▶ [Saved data entries]
################
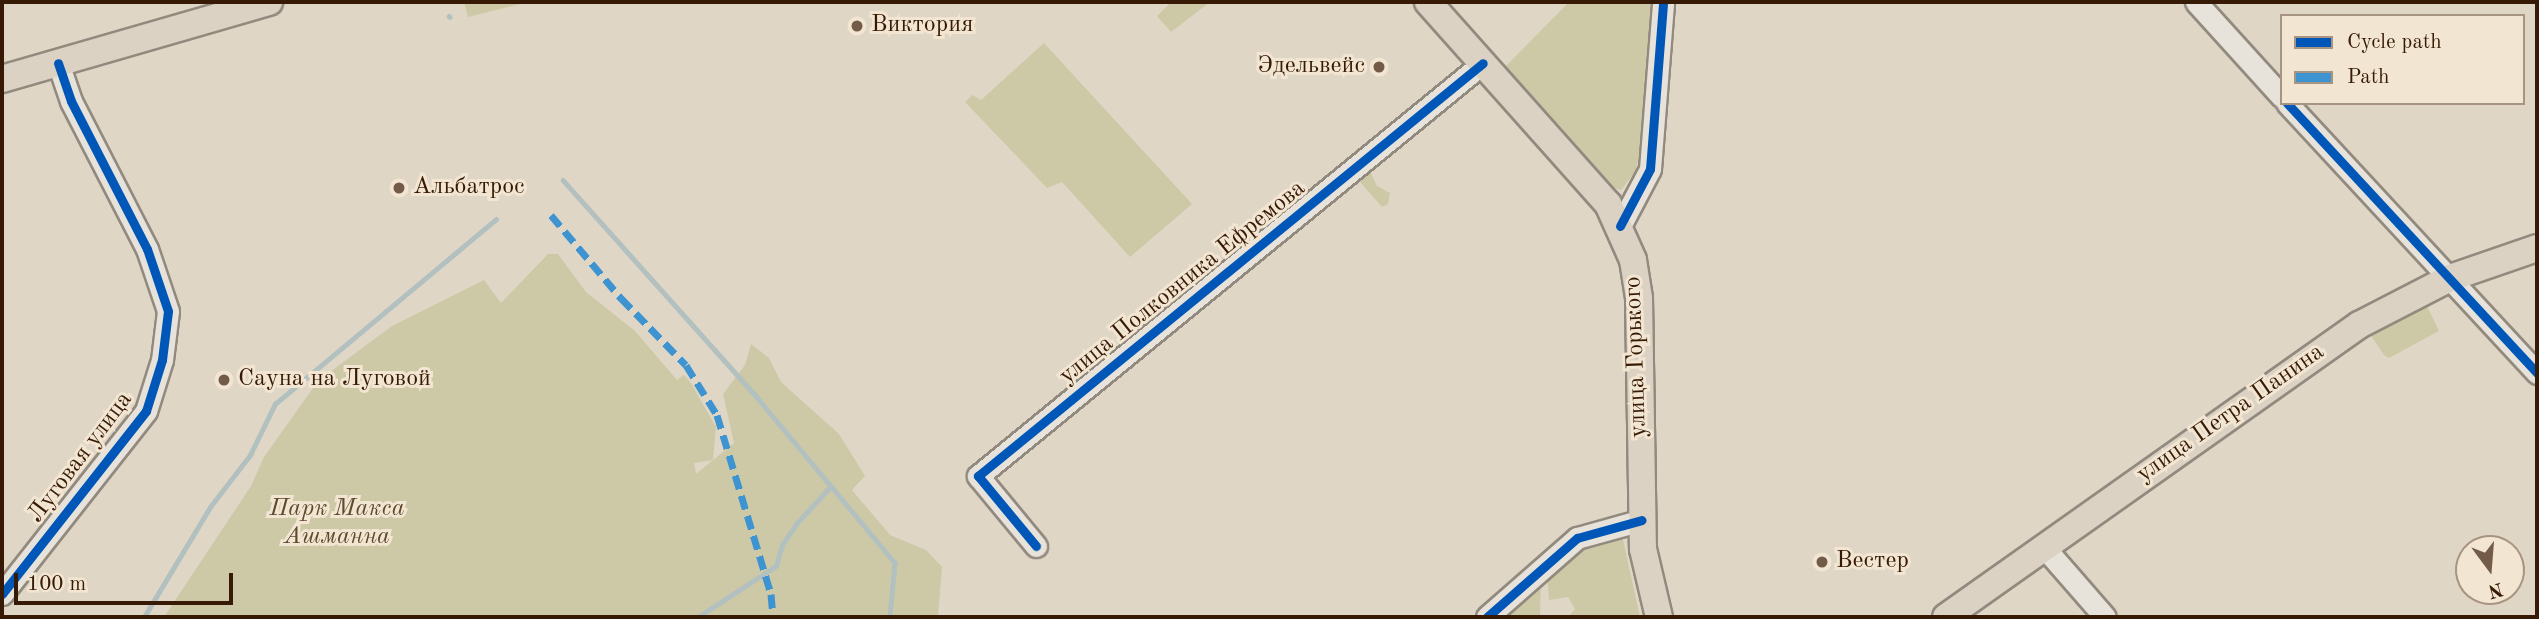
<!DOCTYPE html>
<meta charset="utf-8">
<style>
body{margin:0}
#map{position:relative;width:2539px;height:619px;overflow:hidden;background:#e0d6c6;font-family:"Old Standard TT",serif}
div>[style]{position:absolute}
.green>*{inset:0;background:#cdc9a6}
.stream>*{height:4.5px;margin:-2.25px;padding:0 2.25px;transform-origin:2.25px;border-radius:2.25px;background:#b2c0c0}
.roads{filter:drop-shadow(2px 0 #928a7e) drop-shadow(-2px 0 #928a7e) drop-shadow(0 2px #928a7e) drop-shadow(0 -2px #928a7e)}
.minor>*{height:21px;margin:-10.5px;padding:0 10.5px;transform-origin:10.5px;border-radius:10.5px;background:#e7e2da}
.major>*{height:26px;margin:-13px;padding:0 13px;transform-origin:13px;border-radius:13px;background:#dbd2c4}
.quiet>*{height:7px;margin-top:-3.5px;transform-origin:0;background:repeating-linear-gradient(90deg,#3e94d1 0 14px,transparent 0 21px)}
.cycleway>*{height:9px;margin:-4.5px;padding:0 4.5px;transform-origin:4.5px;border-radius:4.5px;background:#0057b8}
.dots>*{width:19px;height:19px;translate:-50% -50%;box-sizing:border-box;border:4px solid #f2e6d3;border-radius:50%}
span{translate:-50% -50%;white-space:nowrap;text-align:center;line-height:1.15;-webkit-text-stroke:6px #f2e6d3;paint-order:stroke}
.poi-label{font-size:24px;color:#361a05}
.left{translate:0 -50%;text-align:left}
.right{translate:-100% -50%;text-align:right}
.street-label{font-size:24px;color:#361a05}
.park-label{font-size:24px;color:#5e4b2e;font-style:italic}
.frame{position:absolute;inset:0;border:4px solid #361a05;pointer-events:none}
.legend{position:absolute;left:2280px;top:14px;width:245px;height:91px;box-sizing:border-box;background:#f2e6d3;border:2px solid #a79481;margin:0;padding:9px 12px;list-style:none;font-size:21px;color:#361a05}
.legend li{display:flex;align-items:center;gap:14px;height:35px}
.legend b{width:35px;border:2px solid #a79481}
.north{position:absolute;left:2455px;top:535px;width:70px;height:70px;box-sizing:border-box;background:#f2e6d3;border:2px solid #a79481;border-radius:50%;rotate:164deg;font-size:19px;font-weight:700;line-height:28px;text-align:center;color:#361a05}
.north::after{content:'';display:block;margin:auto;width:24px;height:32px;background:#725c49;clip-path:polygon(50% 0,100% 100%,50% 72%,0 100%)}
.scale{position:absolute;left:14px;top:573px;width:219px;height:32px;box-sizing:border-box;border:4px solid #361a05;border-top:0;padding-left:9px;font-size:21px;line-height:24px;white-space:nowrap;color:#361a05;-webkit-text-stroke:5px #f2e6d3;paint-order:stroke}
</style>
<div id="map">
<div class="green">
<i style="clip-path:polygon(464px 2px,528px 2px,468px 17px)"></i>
<i style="clip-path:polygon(1171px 2px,1210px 2px,1171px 32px,1157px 16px)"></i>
<i style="clip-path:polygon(1569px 2px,1651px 2px,1639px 157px,1635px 172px,1621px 190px,1607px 186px,1505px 67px)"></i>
<i style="clip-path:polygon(1044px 43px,1192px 204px,1130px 257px,1062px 182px,1047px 188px,965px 102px,972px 95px,981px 100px)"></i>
<i style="clip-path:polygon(1368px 167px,1377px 186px,1390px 193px,1388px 204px,1382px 207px,1355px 176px)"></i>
<i style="clip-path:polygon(548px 254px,558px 254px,586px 292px,635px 331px,677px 380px,684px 375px,691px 383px,716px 427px,713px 460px,694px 463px,696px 474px,734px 443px,723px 394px,745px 365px,751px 344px,769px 358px,781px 382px,839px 434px,865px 476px,852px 490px,890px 535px,926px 550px,942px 567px,938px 617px,164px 617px,251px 486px,264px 457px,318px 381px,392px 326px,484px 280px,501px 303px)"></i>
<i style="clip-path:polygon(2426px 304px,2439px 331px,2389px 358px,2384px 355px,2369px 333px)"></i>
<i style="clip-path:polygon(1622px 535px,1640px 617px,1568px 617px,1575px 609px,1568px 597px,1549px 600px,1547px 571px,1584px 543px)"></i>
<i style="clip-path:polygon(1541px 576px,1540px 617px,1498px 617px)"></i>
</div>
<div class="stream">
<i style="left:449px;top:16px;width:1px;rotate:45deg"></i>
<i style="left:563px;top:180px;width:290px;rotate:48.2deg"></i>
<i style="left:756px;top:396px;width:217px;rotate:50.2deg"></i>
<i style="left:895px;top:563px;width:54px;rotate:95.3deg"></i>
<i style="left:144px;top:617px;width:128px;rotate:-59deg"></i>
<i style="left:210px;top:507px;width:66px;rotate:-52.4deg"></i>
<i style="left:250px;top:455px;width:57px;rotate:-63.9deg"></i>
<i style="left:275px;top:404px;width:288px;rotate:-39.9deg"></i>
<i style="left:698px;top:617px;width:93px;rotate:-33.2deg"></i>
<i style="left:776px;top:566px;width:22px;rotate:-74deg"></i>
<i style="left:782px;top:545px;width:27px;rotate:-56deg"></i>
<i style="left:797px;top:523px;width:50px;rotate:-47.4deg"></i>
</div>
<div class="roads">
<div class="minor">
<i style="left:2196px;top:2px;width:128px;rotate:47.8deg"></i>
<i style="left:2287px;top:103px;width:368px;rotate:47.2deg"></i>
<i style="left:1620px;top:226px;width:64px;rotate:-62.2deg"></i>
<i style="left:1650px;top:169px;width:168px;rotate:-85.5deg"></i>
<i style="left:1036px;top:546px;width:91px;rotate:-129.6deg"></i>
<i style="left:978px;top:476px;width:652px;rotate:-39.28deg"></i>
<i style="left:2043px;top:546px;width:94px;rotate:48.9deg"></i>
<i style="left:2px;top:594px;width:233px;rotate:-51.8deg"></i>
<i style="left:146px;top:411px;width:53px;rotate:-72.6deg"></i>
<i style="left:162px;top:360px;width:49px;rotate:-83deg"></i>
<i style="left:168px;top:311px;width:65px;rotate:-108.7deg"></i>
<i style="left:147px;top:249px;width:166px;rotate:-117.2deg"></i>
<i style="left:71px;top:101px;width:40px;rotate:-108.9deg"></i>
<i style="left:1487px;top:617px;width:120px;rotate:-41.3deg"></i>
<i style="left:1577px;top:538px;width:67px;rotate:-15.5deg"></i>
</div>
<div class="major">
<i style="left:1428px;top:2px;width:271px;rotate:48.3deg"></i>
<i style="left:1608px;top:204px;width:61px;rotate:65.9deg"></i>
<i style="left:1633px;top:260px;width:38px;rotate:81deg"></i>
<i style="left:1639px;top:298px;width:251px;rotate:89.1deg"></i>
<i style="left:1643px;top:549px;width:70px;rotate:76.8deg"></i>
<i style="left:2px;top:79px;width:278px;rotate:-16.1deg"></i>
<i style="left:1946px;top:617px;width:506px;rotate:-35.26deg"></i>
<i style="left:2359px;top:325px;width:102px;rotate:-27.3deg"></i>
<i style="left:2450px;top:278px;width:92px;rotate:-19deg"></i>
</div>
</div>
<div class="quiet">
<i style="left:551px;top:215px;width:109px;rotate:49.9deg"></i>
<i style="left:621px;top:298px;width:93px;rotate:45.9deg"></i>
<i style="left:686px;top:365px;width:59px;rotate:58.2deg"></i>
<i style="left:717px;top:415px;width:187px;rotate:73.2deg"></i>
<i style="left:771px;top:594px;width:23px;rotate:85deg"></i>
</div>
<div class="cycleway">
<i style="left:2287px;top:103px;width:368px;rotate:47.2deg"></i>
<i style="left:1620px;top:226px;width:64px;rotate:-62.2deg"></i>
<i style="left:1650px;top:169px;width:168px;rotate:-85.5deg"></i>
<i style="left:1036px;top:546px;width:91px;rotate:-129.6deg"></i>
<i style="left:978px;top:476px;width:652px;rotate:-39.28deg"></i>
<i style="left:2px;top:594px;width:233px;rotate:-51.8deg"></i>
<i style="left:146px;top:411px;width:53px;rotate:-72.6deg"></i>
<i style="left:162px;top:360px;width:49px;rotate:-83deg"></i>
<i style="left:168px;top:311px;width:65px;rotate:-108.7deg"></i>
<i style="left:147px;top:249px;width:166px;rotate:-117.2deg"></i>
<i style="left:71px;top:101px;width:40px;rotate:-108.9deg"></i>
<i style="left:1487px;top:617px;width:120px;rotate:-41.3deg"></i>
<i style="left:1577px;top:538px;width:67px;rotate:-15.5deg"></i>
</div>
<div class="dots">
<i style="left:857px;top:26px;background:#725c49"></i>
<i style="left:1379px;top:67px;background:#725c49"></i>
<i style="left:399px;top:188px;background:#725c49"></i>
<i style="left:224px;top:380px;background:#725c49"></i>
<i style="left:1822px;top:562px;background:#725c49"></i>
</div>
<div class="poi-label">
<span class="left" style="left:871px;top:26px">Виктория</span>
<span class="right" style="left:1365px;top:67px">Эдельвейс</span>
<span class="left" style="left:413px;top:188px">Альбатрос</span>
<span class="left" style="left:238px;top:380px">Сауна на Луговой</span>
<span class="left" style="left:1836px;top:562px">Вестер</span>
</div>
<div class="street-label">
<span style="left:1183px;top:283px;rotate:-39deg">улица Полковника Ефремова</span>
<span style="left:1637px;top:357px;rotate:-92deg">улица Горького</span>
<span style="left:2231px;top:414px;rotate:-35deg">улица Петра Панина</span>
<span style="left:81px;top:458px;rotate:-53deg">Луговая улица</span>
</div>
<div class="park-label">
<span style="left:337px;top:524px">Парк Макса<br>Ашманна</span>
</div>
<div class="frame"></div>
<ul class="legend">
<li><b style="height:9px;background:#0057b8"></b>Cycle path</li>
<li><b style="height:9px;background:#3e94d1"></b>Path</li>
</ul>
<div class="north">N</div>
<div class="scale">100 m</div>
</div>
################
Every line above that holds the word "stream" should be copied out.

.stream>*{height:4.5px;margin:-2.25px;padding:0 2.25px;transform-origin:2.25px;border-radius:2.25px;background:#b2c0c0}
<div class="stream">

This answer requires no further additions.